EXERCISE DIRECTIONS: Could you return all of the data exactly as given?

[Collected data entries]
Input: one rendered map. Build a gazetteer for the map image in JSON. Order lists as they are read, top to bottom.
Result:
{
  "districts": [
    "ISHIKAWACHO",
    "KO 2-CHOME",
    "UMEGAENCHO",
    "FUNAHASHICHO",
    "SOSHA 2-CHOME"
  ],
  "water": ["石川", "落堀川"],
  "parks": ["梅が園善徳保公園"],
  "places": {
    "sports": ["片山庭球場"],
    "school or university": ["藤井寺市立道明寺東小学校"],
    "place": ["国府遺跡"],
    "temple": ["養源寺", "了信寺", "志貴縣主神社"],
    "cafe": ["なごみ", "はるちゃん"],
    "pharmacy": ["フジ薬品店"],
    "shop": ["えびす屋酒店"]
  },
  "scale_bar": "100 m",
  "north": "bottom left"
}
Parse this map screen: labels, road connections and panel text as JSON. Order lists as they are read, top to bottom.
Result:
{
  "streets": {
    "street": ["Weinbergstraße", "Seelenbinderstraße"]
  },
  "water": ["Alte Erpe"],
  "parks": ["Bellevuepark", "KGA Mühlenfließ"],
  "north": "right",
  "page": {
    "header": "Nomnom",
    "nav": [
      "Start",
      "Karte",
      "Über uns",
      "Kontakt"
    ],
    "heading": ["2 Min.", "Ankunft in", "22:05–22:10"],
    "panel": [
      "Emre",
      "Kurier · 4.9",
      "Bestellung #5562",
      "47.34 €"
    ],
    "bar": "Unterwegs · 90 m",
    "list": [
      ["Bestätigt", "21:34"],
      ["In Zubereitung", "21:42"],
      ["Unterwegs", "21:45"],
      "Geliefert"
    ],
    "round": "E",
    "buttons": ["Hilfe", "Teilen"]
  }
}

WRITTEN ANSWER:
Input: one rendered map. Build a gazetteer for the map image in JSON. Order lists as they are read, top to bottom.
Result:
{
  "districts": [
    "ISHIKAWACHO",
    "KO 2-CHOME",
    "UMEGAENCHO",
    "FUNAHASHICHO",
    "SOSHA 2-CHOME"
  ],
  "water": ["石川", "落堀川"],
  "parks": ["梅が園善徳保公園"],
  "places": {
    "sports": ["片山庭球場"],
    "school or university": ["藤井寺市立道明寺東小学校"],
    "place": ["国府遺跡"],
    "temple": ["養源寺", "了信寺", "志貴縣主神社"],
    "cafe": ["なごみ", "はるちゃん"],
    "pharmacy": ["フジ薬品店"],
    "shop": ["えびす屋酒店"]
  },
  "scale_bar": "100 m",
  "north": "bottom left"
}
Parse this map screen: labels, road connections and panel text as JSON. Order lists as they are read, top to bottom.
Result:
{
  "streets": {
    "street": ["Weinbergstraße", "Seelenbinderstraße"]
  },
  "water": ["Alte Erpe"],
  "parks": ["Bellevuepark", "KGA Mühlenfließ"],
  "north": "right",
  "page": {
    "header": "Nomnom",
    "nav": [
      "Start",
      "Karte",
      "Über uns",
      "Kontakt"
    ],
    "heading": ["2 Min.", "Ankunft in", "22:05–22:10"],
    "panel": [
      "Emre",
      "Kurier · 4.9",
      "Bestellung #5562",
      "47.34 €"
    ],
    "bar": "Unterwegs · 90 m",
    "list": [
      ["Bestätigt", "21:34"],
      ["In Zubereitung", "21:42"],
      ["Unterwegs", "21:45"],
      "Geliefert"
    ],
    "round": "E",
    "buttons": ["Hilfe", "Teilen"]
  }
}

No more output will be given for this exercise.